Innate Immunity and Toll-Like Receptors
Innate immunity is the fast, germline-encoded first line of defence that senses danger through pattern-recognition receptors such as Toll-like receptors. By detecting microbial molecules and host danger signals, these receptors trigger inflammation and shape adaptive responses — a process that, when chronically engaged by self-derived ligands, contributes to rheumatic autoimmune and autoinflammatory disease.
Definition
Innate immunity is the antigen-non-specific arm of host defence mediated by pattern-recognition receptors — including Toll-like receptors that recognise pathogen- and damage-associated molecular patterns — which initiate inflammatory and antimicrobial responses.
Scope
The topic covers the receptors and signalling of innate immune sensing, especially Toll-like receptors and the inflammasome, and how their persistent activation feeds rheumatic inflammation. It treats innate immunity as a mechanism underlying disease, not as clinical guidance.
Core questions
- What molecular patterns do Toll-like and other pattern-recognition receptors detect?
- How does innate sensing translate into inflammatory cytokine output?
- How do self-derived ligands sustain innate activation in autoimmunity?
- What is the role of the inflammasome in autoinflammatory rheumatic disease?
Key concepts
- Pattern-recognition receptors
- Pathogen-associated molecular patterns (PAMPs)
- Damage-associated molecular patterns (DAMPs)
- Toll-like receptor signalling (MyD88 pathway)
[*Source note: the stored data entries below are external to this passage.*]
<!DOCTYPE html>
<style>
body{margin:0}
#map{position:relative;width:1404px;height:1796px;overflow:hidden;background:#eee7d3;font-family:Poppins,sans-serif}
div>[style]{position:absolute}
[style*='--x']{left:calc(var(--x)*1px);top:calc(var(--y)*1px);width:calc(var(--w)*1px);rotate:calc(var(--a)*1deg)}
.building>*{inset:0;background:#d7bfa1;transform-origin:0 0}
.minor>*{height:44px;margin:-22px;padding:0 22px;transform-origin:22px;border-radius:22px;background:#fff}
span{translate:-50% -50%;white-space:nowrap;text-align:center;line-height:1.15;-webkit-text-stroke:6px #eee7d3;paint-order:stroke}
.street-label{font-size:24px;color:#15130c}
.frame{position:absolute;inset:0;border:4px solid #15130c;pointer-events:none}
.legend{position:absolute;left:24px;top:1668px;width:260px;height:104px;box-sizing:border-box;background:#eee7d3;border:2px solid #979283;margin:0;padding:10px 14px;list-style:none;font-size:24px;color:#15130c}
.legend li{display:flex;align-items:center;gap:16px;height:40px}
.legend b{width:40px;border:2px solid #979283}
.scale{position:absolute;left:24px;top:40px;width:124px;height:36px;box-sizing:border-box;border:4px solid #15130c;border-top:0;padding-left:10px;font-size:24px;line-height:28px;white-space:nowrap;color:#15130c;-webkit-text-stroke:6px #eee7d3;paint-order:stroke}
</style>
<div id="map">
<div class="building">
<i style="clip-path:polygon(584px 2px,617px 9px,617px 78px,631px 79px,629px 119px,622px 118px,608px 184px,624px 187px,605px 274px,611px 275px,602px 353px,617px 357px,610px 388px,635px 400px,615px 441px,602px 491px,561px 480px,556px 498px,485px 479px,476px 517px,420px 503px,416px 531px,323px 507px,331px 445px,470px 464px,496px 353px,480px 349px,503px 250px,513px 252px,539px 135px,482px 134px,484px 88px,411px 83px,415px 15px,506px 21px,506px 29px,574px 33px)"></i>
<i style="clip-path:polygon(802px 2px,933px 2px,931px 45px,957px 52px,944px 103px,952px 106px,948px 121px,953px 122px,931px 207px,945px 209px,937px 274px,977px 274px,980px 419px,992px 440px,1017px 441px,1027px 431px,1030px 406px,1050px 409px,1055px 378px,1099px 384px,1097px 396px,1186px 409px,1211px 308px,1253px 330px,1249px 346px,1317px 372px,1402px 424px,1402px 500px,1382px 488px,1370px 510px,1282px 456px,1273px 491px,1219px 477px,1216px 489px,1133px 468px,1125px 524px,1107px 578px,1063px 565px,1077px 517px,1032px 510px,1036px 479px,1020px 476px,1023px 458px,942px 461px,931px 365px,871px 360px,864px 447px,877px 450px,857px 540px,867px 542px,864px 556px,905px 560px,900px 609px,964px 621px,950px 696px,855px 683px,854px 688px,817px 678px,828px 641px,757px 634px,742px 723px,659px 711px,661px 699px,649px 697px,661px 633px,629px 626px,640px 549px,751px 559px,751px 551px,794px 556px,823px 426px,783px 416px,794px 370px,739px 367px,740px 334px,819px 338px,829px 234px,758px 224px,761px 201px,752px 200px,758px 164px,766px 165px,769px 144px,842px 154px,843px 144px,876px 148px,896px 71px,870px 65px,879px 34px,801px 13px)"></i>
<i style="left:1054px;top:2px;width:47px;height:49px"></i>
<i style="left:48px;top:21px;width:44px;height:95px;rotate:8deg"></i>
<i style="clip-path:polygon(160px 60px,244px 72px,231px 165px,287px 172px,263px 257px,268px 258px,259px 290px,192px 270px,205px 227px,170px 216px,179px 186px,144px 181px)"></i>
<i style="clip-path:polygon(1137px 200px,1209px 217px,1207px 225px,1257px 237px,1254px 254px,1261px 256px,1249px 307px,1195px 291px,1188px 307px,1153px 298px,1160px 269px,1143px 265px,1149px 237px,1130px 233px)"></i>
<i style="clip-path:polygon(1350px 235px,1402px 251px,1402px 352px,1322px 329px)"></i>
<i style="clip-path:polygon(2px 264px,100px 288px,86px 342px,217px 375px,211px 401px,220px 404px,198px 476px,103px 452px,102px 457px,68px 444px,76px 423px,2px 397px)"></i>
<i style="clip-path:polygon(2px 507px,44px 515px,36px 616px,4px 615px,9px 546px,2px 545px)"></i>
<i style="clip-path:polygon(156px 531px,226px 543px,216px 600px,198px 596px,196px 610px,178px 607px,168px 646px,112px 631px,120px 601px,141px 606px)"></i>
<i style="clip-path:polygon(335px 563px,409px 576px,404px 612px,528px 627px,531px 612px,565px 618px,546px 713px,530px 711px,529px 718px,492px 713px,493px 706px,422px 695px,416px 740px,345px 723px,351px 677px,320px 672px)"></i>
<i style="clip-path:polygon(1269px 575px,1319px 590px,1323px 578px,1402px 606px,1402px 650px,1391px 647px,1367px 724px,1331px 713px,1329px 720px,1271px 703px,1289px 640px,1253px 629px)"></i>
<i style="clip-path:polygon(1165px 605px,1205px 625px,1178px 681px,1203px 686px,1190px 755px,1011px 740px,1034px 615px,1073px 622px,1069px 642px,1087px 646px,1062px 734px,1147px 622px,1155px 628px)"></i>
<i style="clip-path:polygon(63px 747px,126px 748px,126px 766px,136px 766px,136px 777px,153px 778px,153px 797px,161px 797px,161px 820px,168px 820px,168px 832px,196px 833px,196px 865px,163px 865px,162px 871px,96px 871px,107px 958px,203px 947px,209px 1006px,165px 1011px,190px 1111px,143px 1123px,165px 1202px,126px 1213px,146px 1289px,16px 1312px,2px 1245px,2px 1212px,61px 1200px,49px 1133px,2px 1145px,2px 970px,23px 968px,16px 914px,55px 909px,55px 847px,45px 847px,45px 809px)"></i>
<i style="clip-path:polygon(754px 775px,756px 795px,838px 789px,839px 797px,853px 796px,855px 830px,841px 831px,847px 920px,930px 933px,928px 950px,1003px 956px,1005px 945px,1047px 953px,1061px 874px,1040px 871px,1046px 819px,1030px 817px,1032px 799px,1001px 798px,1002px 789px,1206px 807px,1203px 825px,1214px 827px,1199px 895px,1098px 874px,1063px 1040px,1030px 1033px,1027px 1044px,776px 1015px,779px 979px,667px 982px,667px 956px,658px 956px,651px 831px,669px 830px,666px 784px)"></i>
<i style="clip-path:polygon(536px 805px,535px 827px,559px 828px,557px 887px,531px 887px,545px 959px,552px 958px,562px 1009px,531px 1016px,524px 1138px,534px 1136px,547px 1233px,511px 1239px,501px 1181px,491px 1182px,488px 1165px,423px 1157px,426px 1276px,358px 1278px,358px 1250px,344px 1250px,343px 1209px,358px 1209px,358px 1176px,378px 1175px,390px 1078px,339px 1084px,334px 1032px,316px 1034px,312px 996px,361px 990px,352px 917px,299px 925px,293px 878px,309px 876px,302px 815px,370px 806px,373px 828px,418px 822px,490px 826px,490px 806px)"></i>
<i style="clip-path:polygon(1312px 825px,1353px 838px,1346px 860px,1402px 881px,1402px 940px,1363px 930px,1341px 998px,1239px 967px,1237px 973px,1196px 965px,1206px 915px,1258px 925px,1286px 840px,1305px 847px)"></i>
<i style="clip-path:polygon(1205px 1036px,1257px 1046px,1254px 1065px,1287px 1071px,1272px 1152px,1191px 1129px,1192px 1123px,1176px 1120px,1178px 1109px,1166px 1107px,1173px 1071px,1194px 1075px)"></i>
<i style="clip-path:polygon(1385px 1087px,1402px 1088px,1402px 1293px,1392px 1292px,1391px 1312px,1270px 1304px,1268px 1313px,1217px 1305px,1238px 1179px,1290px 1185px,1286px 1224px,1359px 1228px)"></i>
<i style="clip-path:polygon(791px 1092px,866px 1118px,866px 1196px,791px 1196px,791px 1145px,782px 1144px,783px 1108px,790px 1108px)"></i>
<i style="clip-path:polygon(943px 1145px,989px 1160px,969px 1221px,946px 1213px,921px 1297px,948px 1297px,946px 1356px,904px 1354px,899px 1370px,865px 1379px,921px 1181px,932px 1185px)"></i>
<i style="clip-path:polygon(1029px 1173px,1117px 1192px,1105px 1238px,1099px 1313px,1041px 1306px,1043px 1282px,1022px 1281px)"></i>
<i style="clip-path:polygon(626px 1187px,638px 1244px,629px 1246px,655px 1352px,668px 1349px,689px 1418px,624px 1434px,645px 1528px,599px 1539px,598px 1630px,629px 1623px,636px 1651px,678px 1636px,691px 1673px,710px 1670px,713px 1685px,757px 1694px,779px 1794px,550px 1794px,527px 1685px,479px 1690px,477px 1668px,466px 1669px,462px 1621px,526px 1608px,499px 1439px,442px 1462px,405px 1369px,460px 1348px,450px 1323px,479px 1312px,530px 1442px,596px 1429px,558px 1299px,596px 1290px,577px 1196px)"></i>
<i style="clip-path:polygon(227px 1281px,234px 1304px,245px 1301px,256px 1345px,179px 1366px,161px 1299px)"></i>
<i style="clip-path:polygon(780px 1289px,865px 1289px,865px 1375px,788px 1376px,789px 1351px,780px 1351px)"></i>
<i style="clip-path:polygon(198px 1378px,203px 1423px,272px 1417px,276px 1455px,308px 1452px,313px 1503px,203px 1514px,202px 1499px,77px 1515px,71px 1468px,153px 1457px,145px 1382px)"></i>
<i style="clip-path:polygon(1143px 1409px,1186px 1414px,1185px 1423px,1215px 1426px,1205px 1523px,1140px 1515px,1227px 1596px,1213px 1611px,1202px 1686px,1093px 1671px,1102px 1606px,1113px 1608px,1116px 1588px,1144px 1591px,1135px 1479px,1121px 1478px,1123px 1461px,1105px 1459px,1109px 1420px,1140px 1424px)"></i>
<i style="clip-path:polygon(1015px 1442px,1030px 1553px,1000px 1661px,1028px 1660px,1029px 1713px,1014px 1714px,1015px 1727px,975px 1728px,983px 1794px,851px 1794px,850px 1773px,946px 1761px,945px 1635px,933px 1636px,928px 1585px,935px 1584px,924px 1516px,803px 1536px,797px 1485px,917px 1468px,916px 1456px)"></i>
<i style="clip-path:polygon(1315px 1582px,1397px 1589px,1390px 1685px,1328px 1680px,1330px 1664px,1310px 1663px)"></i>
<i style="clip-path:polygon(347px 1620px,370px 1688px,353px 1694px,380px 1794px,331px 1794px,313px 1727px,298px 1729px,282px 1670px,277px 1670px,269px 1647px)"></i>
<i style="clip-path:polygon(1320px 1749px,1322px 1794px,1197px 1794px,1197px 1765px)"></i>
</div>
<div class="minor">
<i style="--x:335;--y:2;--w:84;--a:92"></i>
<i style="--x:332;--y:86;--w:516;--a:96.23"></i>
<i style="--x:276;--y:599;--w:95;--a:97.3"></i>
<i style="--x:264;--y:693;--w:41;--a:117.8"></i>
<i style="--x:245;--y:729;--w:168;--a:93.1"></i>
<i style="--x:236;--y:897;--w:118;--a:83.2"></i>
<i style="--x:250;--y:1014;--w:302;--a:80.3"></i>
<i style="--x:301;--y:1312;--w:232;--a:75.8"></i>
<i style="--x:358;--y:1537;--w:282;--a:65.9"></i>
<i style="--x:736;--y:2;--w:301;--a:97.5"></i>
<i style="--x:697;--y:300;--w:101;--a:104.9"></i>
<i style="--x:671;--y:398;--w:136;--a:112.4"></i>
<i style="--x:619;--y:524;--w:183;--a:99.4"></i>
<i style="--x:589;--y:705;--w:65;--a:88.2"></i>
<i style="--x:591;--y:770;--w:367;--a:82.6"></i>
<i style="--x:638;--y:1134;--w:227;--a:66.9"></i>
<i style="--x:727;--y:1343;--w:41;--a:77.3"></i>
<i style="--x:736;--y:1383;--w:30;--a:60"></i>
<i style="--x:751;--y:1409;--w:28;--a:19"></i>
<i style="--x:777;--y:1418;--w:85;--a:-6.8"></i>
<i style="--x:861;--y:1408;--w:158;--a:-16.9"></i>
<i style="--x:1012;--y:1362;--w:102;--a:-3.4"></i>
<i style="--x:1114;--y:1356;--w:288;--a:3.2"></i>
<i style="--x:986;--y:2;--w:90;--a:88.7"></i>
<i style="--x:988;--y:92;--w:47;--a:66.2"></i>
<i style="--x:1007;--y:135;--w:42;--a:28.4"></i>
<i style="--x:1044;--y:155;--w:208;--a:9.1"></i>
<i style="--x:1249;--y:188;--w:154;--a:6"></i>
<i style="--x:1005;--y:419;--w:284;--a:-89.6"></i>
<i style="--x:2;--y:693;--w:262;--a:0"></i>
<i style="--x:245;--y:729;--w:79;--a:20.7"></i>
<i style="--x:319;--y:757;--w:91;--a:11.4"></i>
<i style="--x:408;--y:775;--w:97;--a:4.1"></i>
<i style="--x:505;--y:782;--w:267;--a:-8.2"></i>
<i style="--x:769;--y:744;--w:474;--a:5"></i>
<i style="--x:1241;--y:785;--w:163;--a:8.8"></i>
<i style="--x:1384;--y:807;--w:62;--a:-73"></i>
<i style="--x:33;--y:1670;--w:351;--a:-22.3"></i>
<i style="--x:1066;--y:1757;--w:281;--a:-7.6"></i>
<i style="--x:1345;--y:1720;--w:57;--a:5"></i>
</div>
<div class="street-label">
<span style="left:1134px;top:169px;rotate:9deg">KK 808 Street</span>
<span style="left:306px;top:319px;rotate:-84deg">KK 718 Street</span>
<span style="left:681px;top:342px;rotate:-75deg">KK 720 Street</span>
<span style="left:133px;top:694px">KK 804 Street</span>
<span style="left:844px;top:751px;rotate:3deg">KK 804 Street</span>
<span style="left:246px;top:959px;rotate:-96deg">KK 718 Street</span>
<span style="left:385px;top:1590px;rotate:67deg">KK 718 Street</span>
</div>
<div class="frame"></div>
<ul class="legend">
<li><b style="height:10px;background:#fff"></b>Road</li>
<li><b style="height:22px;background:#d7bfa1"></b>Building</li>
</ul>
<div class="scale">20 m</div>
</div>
- Nucleic-acid-sensing TLRs and autoimmunity
- NLRP3 inflammasome and interleukin-1
- Autoinflammation
Mechanisms
Toll-like receptors and other pattern-recognition receptors detect conserved microbial structures (PAMPs) and host danger signals (DAMPs), then signal through adaptors such as MyD88 to activate transcription factors that drive cytokine production, as reviewed by Takeuchi & Akira (2010). Nucleic-acid-sensing Toll-like receptors are of particular interest in autoimmunity because self DNA and RNA, often delivered within immune complexes, can engage them and perpetuate inflammation. A parallel innate platform, the inflammasome — notably NLRP3 — assembles in response to danger signals and activates interleukin-1 family cytokines, a pathway central to autoinflammatory disease (Davis et al., 2011). In rheumatoid arthritis, innate sensing in the synovium feeds the cytokine networks described by McInnes & Schett (2011).
Clinical relevance
Innate immune pathways explain how chronic inflammation can arise and persist without a classic foreign antigen, underpinning the concept of autoinflammation and motivating interleukin-1-directed therapies. This entry describes the biology and its disease associations and is not a basis for individual diagnosis or treatment.
History
The discovery in the 1990s that Toll-like receptors sense microbial patterns established the molecular basis of innate immune recognition and earned later recognition in immunology. The subsequent description of the inflammasome and interleukin-1-driven autoinflammation extended innate immunity into rheumatology, providing a mechanism for diseases not explained by autoantibodies alone.
Key figures
- Shizuo Akira
- Osamu Takeuchi
- Jenny Ting
- Bruce Beutler
- Jules Hoffmann
Related topics
Seminal works
- takeuchi-akira-2010
- davis-2011
Frequently asked questions
- How can innate immunity drive autoimmune disease if it is not antigen-specific?
- Self-derived nucleic acids and damage signals can engage pattern-recognition receptors such as nucleic-acid-sensing Toll-like receptors, sustaining inflammation even without a foreign antigen and amplifying adaptive autoimmune responses.
- What is the difference between Toll-like receptors and the inflammasome?
- Toll-like receptors are membrane sensors that signal to induce gene transcription of inflammatory mediators, whereas the inflammasome is an intracellular protein complex that processes and activates interleukin-1 family cytokines; both are innate sensors but act at different steps.